First, create a mapping for this index and specify the date_posted field as the date type:

PUT blogs
{
  "mappings" : {
    "properties" :  {
      "date_posted" : {
        "type" : "date",
        "format" : "yyyy-MM-dd"
      }
    }
  }
}

Next, index the following documents into the blogs index:

PUT blogs/_doc/1
{
  "name": "Semantic search in OpenSearch",
  "date_posted": "2022-04-17"
}

PUT blogs/_doc/2
{
  "name": "Sparse search in OpenSearch",
  "date_posted": "2022-05-02"
}

PUT blogs/_doc/3
{
  "name": "Distributed tracing with Data Prepper",
  "date_posted": "2022-04-25"
}

PUT blogs/_doc/4
{
  "name": "Observability in OpenSearch",
  "date_posted": "2023-03-23"
}

To use the auto_date_histogram aggregation, specify the field containing the date or timestamp values. For example, to aggregate blog posts by date_posted into two buckets, send the following request:

GET /blogs/_search
{
  "size": 0,
  "aggs": {
    "histogram": {
      "auto_date_histogram": {
        "field": "date_posted",
        "buckets": 2
      }
    }
  }
}

The response shows that the blog posts were aggregated into two buckets. The interval was automatically set to 1 year, with all three 2022 blog posts collected in one bucket and the 2023 blog post in another:

{
  "took": 20,
  "timed_out": false,
  "_shards": {
    "total": 1,
    "successful": 1,
    "skipped": 0,
    "failed": 0
  },
  "hits": {
    "total": {
      "value": 4,
      "relation": "eq"
    },
    "max_score": null,
    "hits": []
  },
  "aggregations": {
    "histogram": {
      "buckets": [
        {
          "key_as_string": "2022-01-01",
          "key": 1640995200000,
          "doc_count": 3
        },
        {
          "key_as_string": "2023-01-01",
          "key": 1672531200000,
          "doc_count": 1
        }
      ],
      "interval": "1y"
    }
  }
}

Returned buckets

Each bucket contains the following information:

{
  "key_as_string": "2023-01-01",
  "key": 1672531200000,
  "doc_count": 1
}

In OpenSearch, dates are internally stored as 64-bit integers representing timestamps in milliseconds since the epoch. In the aggregation response, each bucket key is returned as such a timestamp. The key_as_string value shows the same timestamp but formatted as a date string based on the format parameter. The doc_count field contains the number of documents in the bucket.

Parameters

Auto-interval date histogram aggregations accept the following parameters.

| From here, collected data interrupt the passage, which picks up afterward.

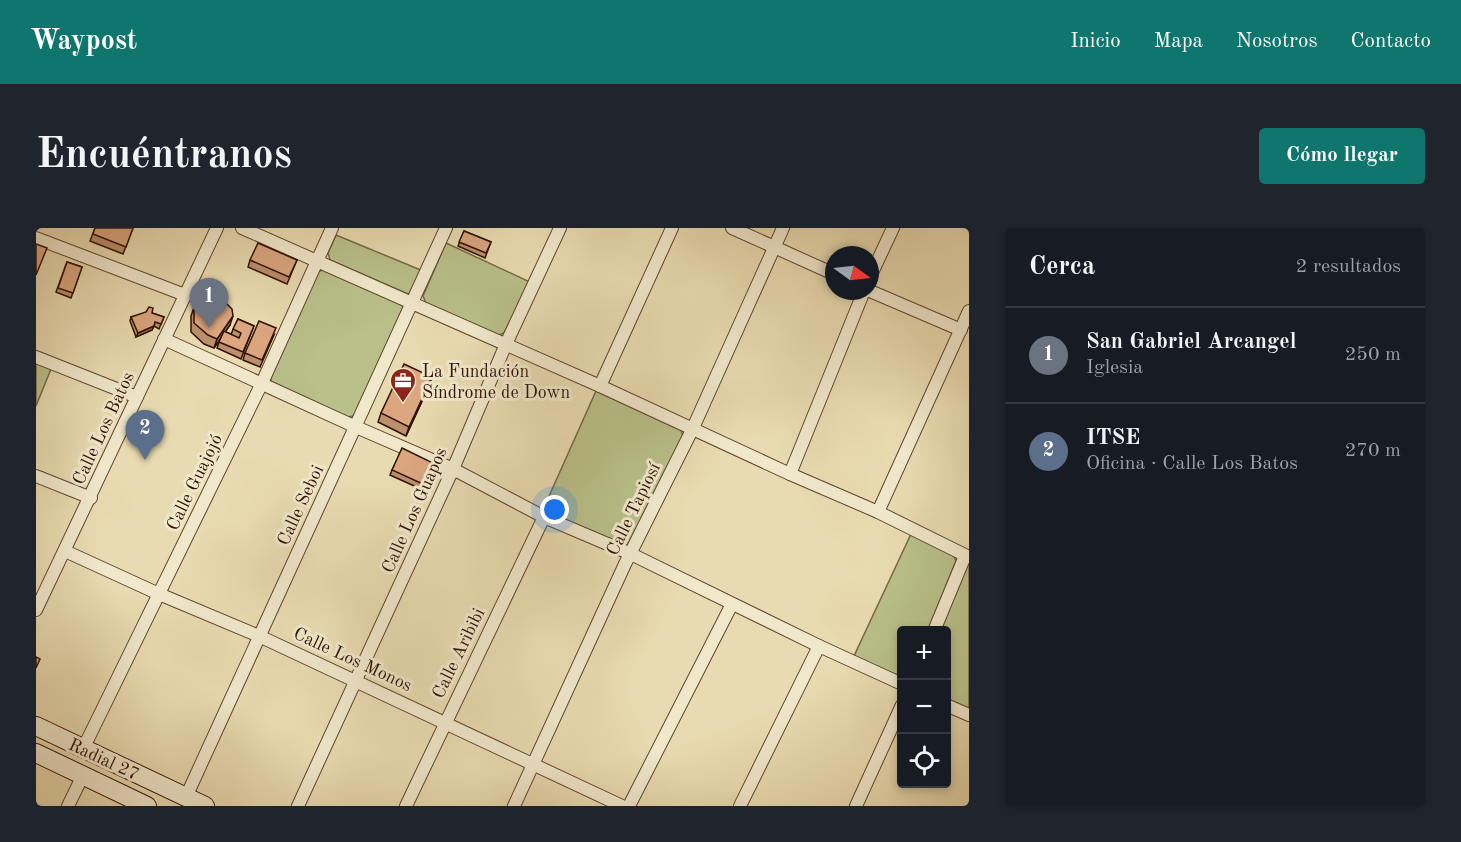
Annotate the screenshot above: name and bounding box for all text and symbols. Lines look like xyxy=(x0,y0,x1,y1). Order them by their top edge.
text: Waypost xyxy=(30,28,137,56)
text: Inicio xyxy=(1070,31,1121,52)
text: Mapa xyxy=(1154,31,1203,52)
text: Nosotros xyxy=(1236,31,1318,52)
text: Contacto xyxy=(1351,31,1431,52)
button: Cómo llegar xyxy=(1259,128,1425,184)
text: Encuéntranos xyxy=(36,135,292,177)
north arrow xyxy=(825,246,879,300)
text: Cerca xyxy=(1029,254,1095,280)
text: 2 resultados xyxy=(1296,257,1401,277)
pin: 1 xyxy=(190,279,228,328)
text: San Gabriel Arcangel xyxy=(1086,331,1296,353)
text: 1 xyxy=(1043,345,1054,365)
text: 250 m xyxy=(1345,345,1401,365)
text: Iglesia xyxy=(1086,358,1143,378)
place label: La Fundación Síndrome de Down xyxy=(422,363,570,402)
office icon: La Fundación Síndrome de Down xyxy=(388,366,418,404)
street label: Calle Los Batos xyxy=(70,369,138,488)
pin: 2 xyxy=(126,410,164,460)
text: ITSE xyxy=(1086,427,1140,449)
street label: Calle Guajojó xyxy=(164,431,226,534)
text: 2 xyxy=(1043,441,1054,461)
text: 270 m xyxy=(1345,441,1401,461)
street label: Calle Los Guapos xyxy=(379,445,451,576)
text: Oficina · Calle Los Batos xyxy=(1086,454,1298,474)
street label: Calle Tapiosí xyxy=(604,460,664,559)
street label: Calle Seboi xyxy=(274,462,327,548)
your location xyxy=(540,495,569,524)
street label: Calle Aribibi xyxy=(429,605,489,701)
street label: Calle Los Monos xyxy=(291,625,415,695)
map controls xyxy=(897,626,951,788)
button: + xyxy=(897,626,951,680)
button: − xyxy=(897,680,951,734)
button: locate xyxy=(897,734,951,788)
street label: Radial 27 xyxy=(65,736,142,784)

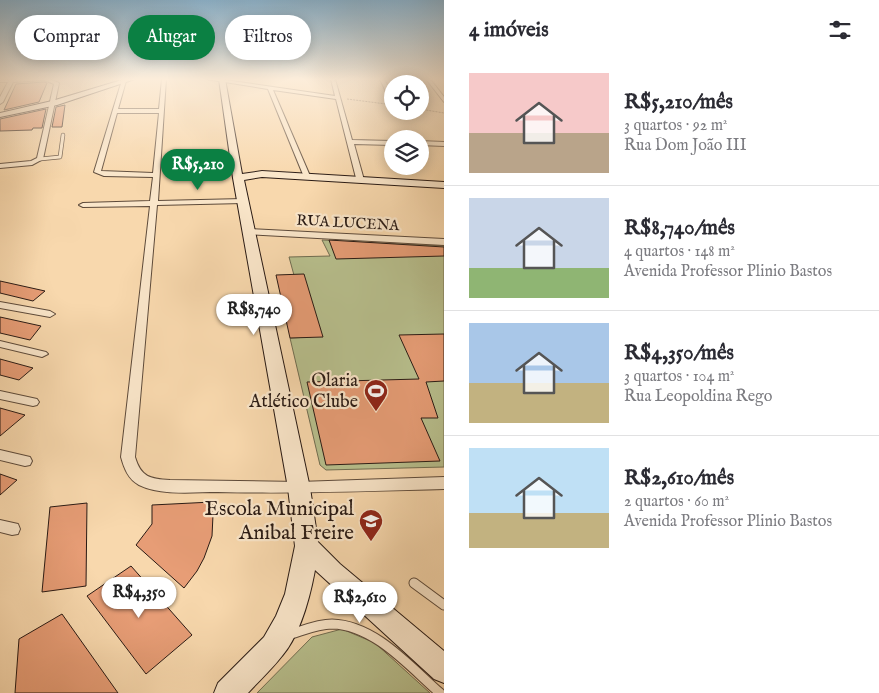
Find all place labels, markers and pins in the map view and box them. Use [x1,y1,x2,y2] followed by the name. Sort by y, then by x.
[152,148,244,191] pin: R$5,210
[208,294,300,336] pin: R$8,740
[248,370,358,414] place label: Olaria Atlético Clube
[363,378,389,412] sports icon: Olaria Atlético Clube
[204,496,354,547] place label: Escola Municipal Anibal Freire
[358,508,384,542] school or university icon: Escola Municipal Anibal Freire
[93,576,185,619] pin: R$4,350
[314,582,406,624] pin: R$2,610

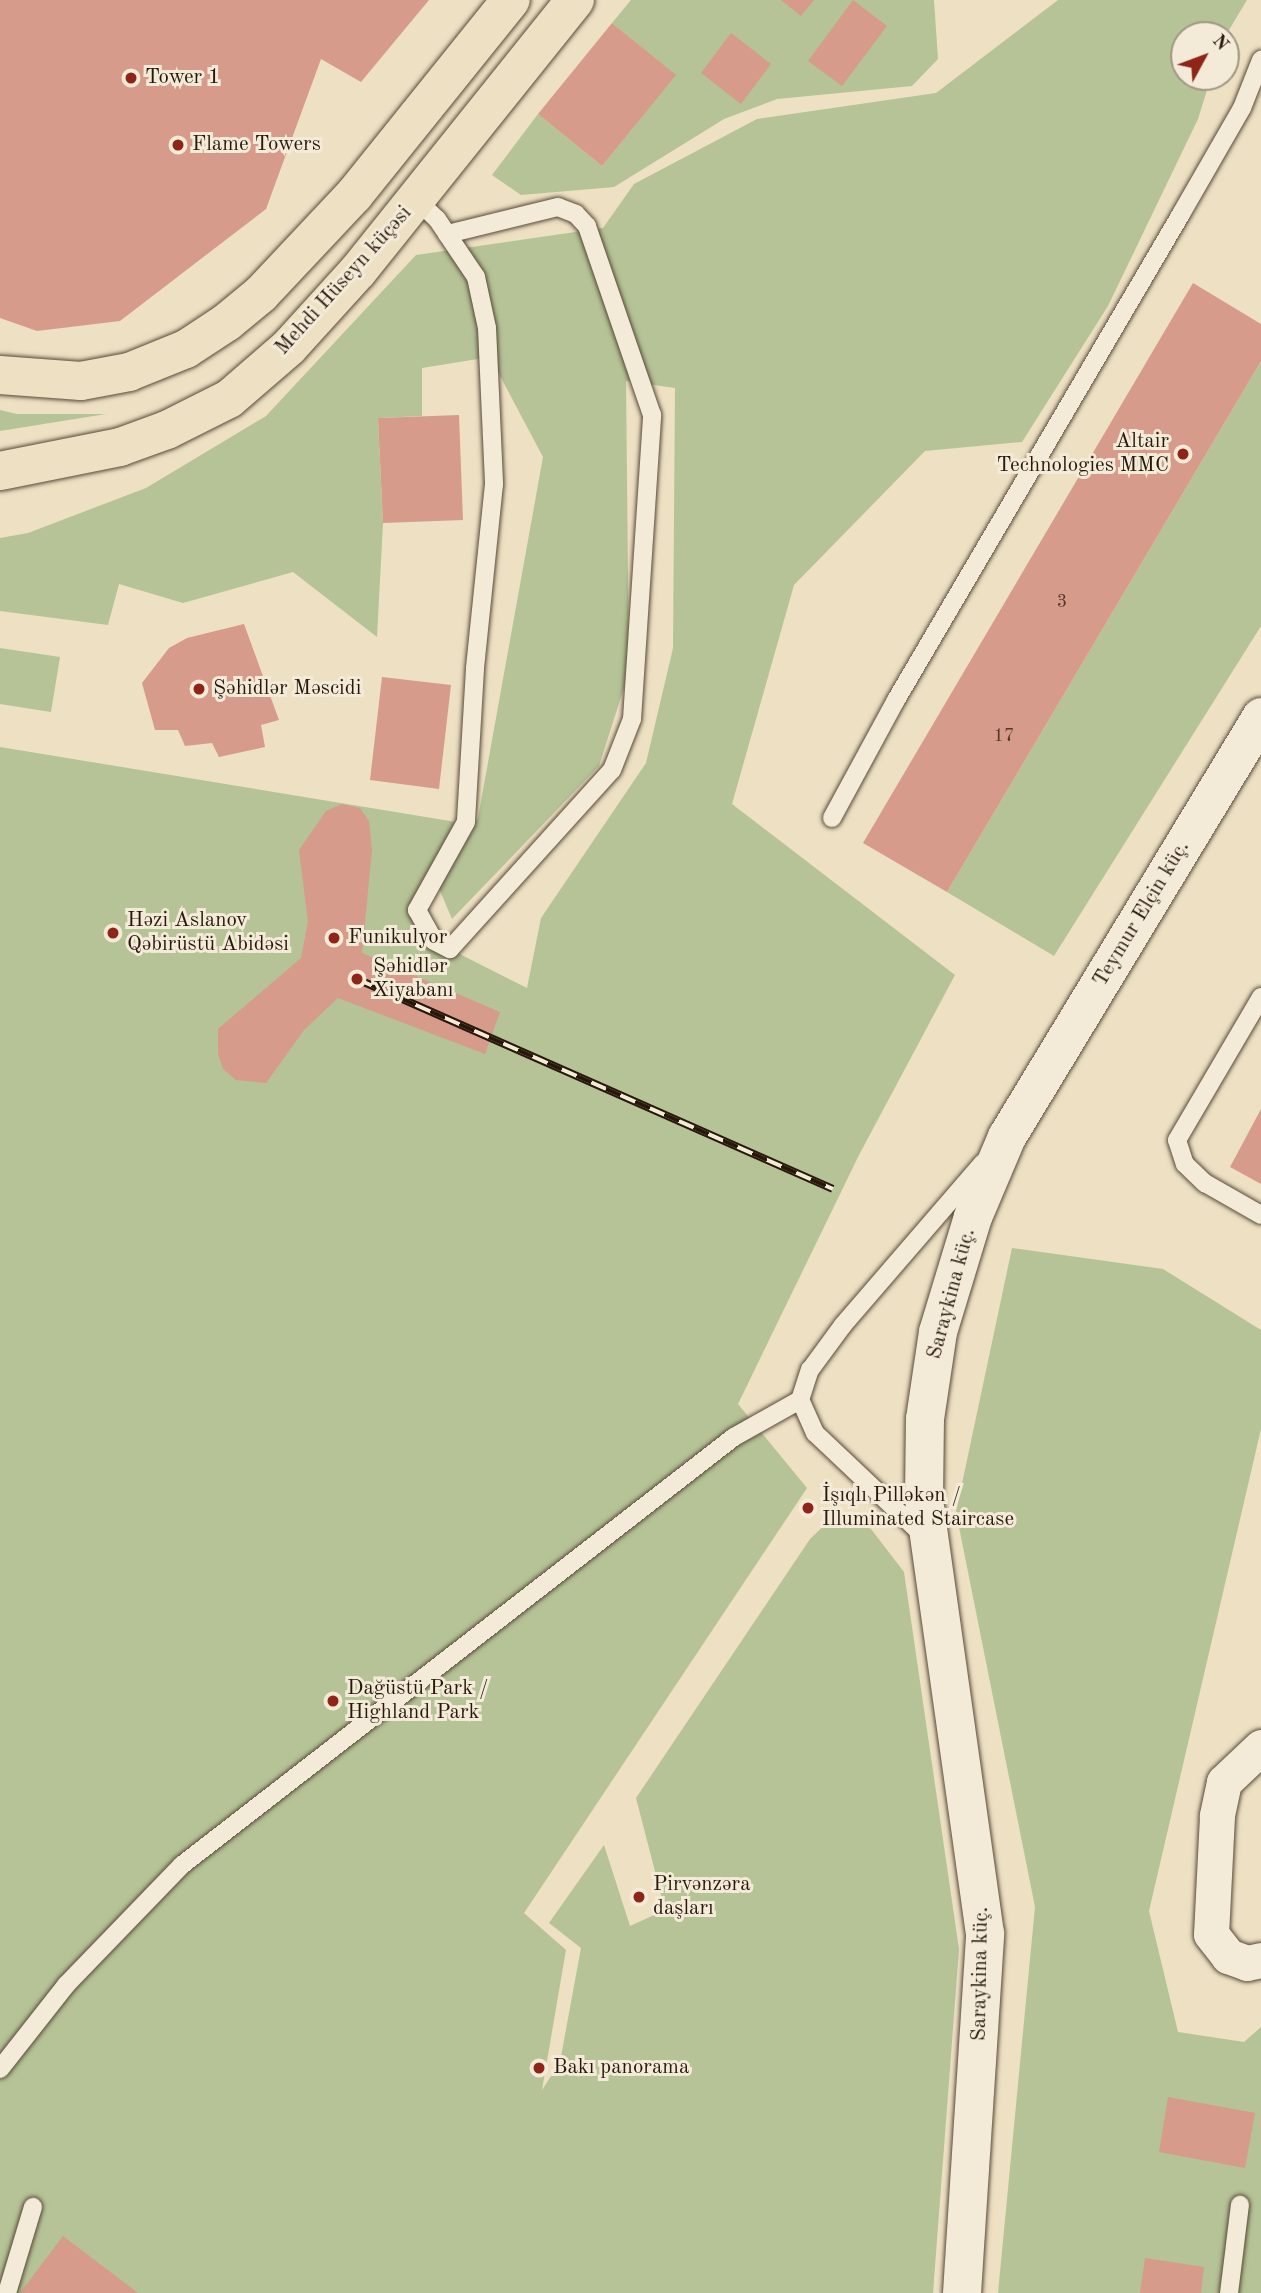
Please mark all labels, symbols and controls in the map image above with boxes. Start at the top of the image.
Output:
north arrow [1170,21,1240,91]
text: N [1208,31,1232,55]
place label: Tower 1 [145,65,220,91]
marker: Tower 1 [123,70,139,86]
place label: Flame Towers [192,132,321,158]
marker: Flame Towers [170,137,186,153]
street label: Mehdi Hüseyn küçəsi [270,201,418,361]
place label: Altair Technologies MMC [996,429,1169,479]
marker: Altair Technologies MMC [1175,446,1191,462]
house number: 3 [1057,591,1067,613]
place label: Şəhidlər Məscidi [213,676,361,702]
marker: Şəhidlər Məscidi [191,681,207,697]
house number: 17 [994,725,1014,747]
street label: Teymur Elçin küç. [1088,836,1196,992]
place label: Həzi Aslanov Qəbirüstü Abidəsi [127,908,289,958]
marker: Həzi Aslanov Qəbirüstü Abidəsi [105,925,121,941]
place label: Funikulyor [348,925,447,951]
marker: Funikulyor [326,930,342,946]
place label: Şəhidlər Xiyabanı [373,954,453,1004]
marker: Şəhidlər Xiyabanı [347,969,367,989]
street label: Saraykina küç. [922,1226,982,1362]
place label: İşıqlı Pilləkən / Illuminated Staircase [822,1483,1014,1533]
marker: İşıqlı Pilləkən / Illuminated Staircase [800,1500,816,1516]
place label: Dağüstü Park / Highland Park [347,1676,488,1726]
marker: Dağüstü Park / Highland Park [325,1693,341,1709]
place label: Pirvənzəra daşları [653,1872,751,1922]
marker: Pirvənzəra daşları [631,1889,647,1905]
street label: Saraykina küç. [967,1907,995,2041]
place label: Bakı panorama [553,2055,689,2081]
marker: Bakı panorama [531,2060,547,2076]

Parameter Data type Description
field String The field on which to aggregate. The field must contain the date or timestamp values. Either field or script is required.
buckets Integer The desired number of buckets. The returned number of buckets is less than or equal to the desired number. Optional. Default is 10.
minimum_interval String The minimum interval to be used. Specifying a minimum interval can make the aggregation process more efficient. Valid values are year, month, day, hour, minute, and second. Optional.
time_zone String Specifies to use a time zone other than the default (UTC) for bucketing and rounding. You can specify the time_zone parameter as a UTC offset, such as -04:00, or an IANA time zone ID, such as America/New_York. Optional. Default is UTC. For more information, see Time zone.
format String The format for returning dates representing bucket keys. Optional. Default is the format specified in the field mapping. For more information, see Date format.
script String A document-level or value-level script for aggregating values into buckets. Either field or script is required.
missing String Specifies how to handle documents in which the field value is missing. By default, such documents are ignored. If you specify a date value in the missing parameter, all documents in which the field value is missing are collected into the bucket with the specified date.

Date format

If you don’t specify the format parameter, the format defined in the field mapping is used (as seen in the preceding response). To modify the format, specify the format parameter:

GET /blogs/_search
{
  "size": 0,
  "aggs": {
    "histogram": {
      "auto_date_histogram": {
        "field": "date_posted",
        "format": "yyyy-MM-dd HH:mm:ss"
      }
    }
  }
}

The key_as_string field is now returned in the specified format:

{
  "key_as_string": "2023-01-01 00:00:00",
  "key": 1672531200000,
  "doc_count": 1
}

Alternatively, you can specify one of the built-in date formats:

GET /blogs/_search
{
  "size": 0,
  "aggs": {
    "histogram": {
      "auto_date_histogram": {
        "field": "date_posted",
        "format": "basic_date_time_no_millis"
      }
    }
  }
}

The key_as_string field is now returned in the specified format:

{
  "key_as_string": "20230101T000000Z",
  "key": 1672531200000,
  "doc_count": 1
}

Time zone

By default, dates are stored and processed in UTC. The time_zone parameter allows you to specify a different time zone for bucketing. You can specify the time_zone parameter as a UTC offset, such as -04:00, or an IANA time zone ID, such as America/New_York.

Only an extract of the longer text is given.